Before I get started, a quick note: I just checked Paolini's Twit feed and he has informed a fan that this new self-published book will finally give us the names of all the rest of the "Foresworn" [sic]. Yes, he spelled "his" own made-up word wrong. ("His" is in inverted commas because in reality the word was stolen from someone else's book.)
Anyway, there's a big fat problem with the world-building in the Cycle, in that dragons exist and have existed since the beginning of time, and yet the existence of both Riders and dragon in the country and most notably its history just doesn't fit. There's never the least sense that this place was ruled over by dragon Riders for a thousand years or whatever absurd timescale Paolini went with.
For one thing, nobody except a few elves even seems to remember the Riders/dragons ever existed, including the whole thing about Galby's uprising. There are no stories passed down about them other than the revisionist propaganda Brom recites in book one. Book one also briefly refers to how there's all this history and legends and shit centred around the Riders, but we never find out what any of that actually is. If the Riders and dragons are remembered at all, it seems to be in the form of extremely vague myths rather than any sense of actual history. And no, Galby burning one library and banning that stupid history book doesn't count. Most people can't read, so they'd be passing this stuff down verbally.
And real human history has shown that stories passed down that way can not only last a really long time, but can also be incredibly accurate, often to a jaw-dropping degree. For example there were and are stories passed down among Aboriginal Australian tribes that go back so far they describe prehistoric megafauna that did indeed once exist thousands of years ago. There's also surviving accounts passed down about significant geological events which have been proven to have actually happened.
That's just how us humans roll. Before we could put them down in writing, we used stories to preserve our knowledge of the past (among other things).
Yet in Alaglag this has somehow completely failed to happen, even in really out of the way places like Carp Hat where there is no government presence enforcing some kind of Thought Police state of affairs.
Moving on from this, there are also no traditions, sayings, holidays, songs, art, plays... anything in the culture that reflects that the Riders and dragons were ever a thing. We still preserve cultural practises that are as old as the hills even when we only half understand them. Like Christmas? That used to be Yule, the feast of midwinter. Every year we put up trees and decorate them, light candles, get the kids excited for Santa's arrival - do we even bother to think about why we do these things? Why a pine/fir tree anyway? And who even is this Santa person? Well, all this is happening because we're still following the practises of our pagan ancestors, whether we realise it or not. Same with Halloween.

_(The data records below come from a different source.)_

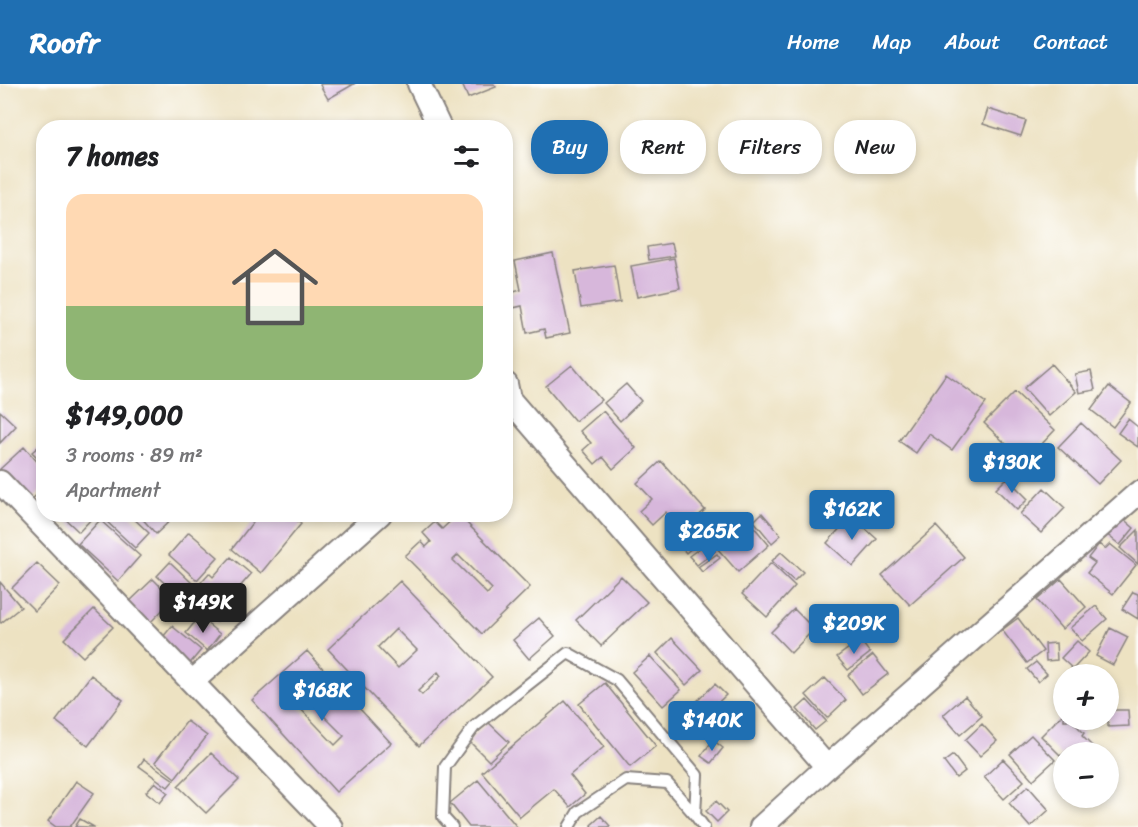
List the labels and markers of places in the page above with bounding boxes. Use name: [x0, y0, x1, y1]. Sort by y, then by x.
pin: $130K: [970, 443, 1054, 494]
pin: $162K: [810, 490, 894, 541]
pin: $265K: [667, 512, 751, 563]
pin: $149K: [161, 583, 245, 634]
pin: $209K: [812, 604, 896, 655]
pin: $168K: [280, 671, 364, 722]
pin: $140K: [670, 701, 754, 752]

And so on. If there's somehow no recollection of history, why aren't there traditions like these ones which Alaglag humans still follow because that's just how it's always been done? Like a festival held in honour of what was once the day of the year when children would be presented to the dragon eggs, where every kid in the household gets given some kind of symbolic present and everyone sings a special song?
Setting aside the bizarre fact that the humans at large have no religion, the Riders and dragons should have affected religious practises as well. After all, there's no way some people didn't view them as gods. A couple of passing mentions of this being a thing in book four and Montagh don't cut it.
Note too that there aren't any sayings or superstitions that have anything to do with Riders/dragons. Nor does the architecture reflect the fact that they ever existed, except for the dragon hold in Tronglebongle that, given the frosty relationship between the Riders and the dwarves, really shouldn't be there. (Other than all that wrecked stuff on Rider Island. What, it existed there but literally nowhere else?). There's no dragon roosts or landing places in any of the cities, including Uraboobies. Nor is there any indication that such things used to exist but have since been destroyed for some reason. Given that Galby actively wants to bring the Riders back and had a bunch of them working for him for the better part of a century, there's no reason why he would have done it. Instead you'd expect the people living in those cities to have just repurposed it. For example in Game of Thrones, King's Landing still has a dragon pit even though dragons are supposedly extinct forever.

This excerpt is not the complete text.